-- Exercise prompt --
Search the material below for the word "Primary". Copy every line that has it.

+++

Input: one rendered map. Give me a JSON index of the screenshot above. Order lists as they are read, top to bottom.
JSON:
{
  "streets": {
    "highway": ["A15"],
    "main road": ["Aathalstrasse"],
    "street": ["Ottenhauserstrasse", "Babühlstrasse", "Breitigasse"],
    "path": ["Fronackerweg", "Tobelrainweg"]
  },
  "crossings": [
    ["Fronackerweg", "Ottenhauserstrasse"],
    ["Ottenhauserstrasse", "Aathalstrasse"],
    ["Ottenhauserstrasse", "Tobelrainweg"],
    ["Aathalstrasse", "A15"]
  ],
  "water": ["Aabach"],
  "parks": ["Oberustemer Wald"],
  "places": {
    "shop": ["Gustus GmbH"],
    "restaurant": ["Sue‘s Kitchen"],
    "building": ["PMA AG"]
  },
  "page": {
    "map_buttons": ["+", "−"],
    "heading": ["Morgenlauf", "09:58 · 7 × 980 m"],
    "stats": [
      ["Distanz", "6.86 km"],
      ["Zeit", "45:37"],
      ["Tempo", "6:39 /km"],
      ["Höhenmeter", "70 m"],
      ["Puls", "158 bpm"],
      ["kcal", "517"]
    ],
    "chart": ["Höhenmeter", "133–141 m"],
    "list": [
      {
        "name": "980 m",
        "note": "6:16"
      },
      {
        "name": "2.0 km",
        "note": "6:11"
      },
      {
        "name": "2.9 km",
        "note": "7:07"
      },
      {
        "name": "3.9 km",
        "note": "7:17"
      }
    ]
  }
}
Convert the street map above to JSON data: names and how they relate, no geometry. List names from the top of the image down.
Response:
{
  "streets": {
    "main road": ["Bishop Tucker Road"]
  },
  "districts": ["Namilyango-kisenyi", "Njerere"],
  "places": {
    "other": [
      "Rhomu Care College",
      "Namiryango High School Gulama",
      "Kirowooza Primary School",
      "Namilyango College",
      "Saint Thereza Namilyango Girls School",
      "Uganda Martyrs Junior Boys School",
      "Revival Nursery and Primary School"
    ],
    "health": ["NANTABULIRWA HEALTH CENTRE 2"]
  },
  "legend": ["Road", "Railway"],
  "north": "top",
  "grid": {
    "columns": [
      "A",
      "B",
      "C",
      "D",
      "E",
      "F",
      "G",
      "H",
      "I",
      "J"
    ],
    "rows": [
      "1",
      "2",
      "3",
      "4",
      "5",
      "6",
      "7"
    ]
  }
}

+++

-- Answer to this exercise --
      "Kirowooza Primary School",
      "Revival Nursery and Primary School"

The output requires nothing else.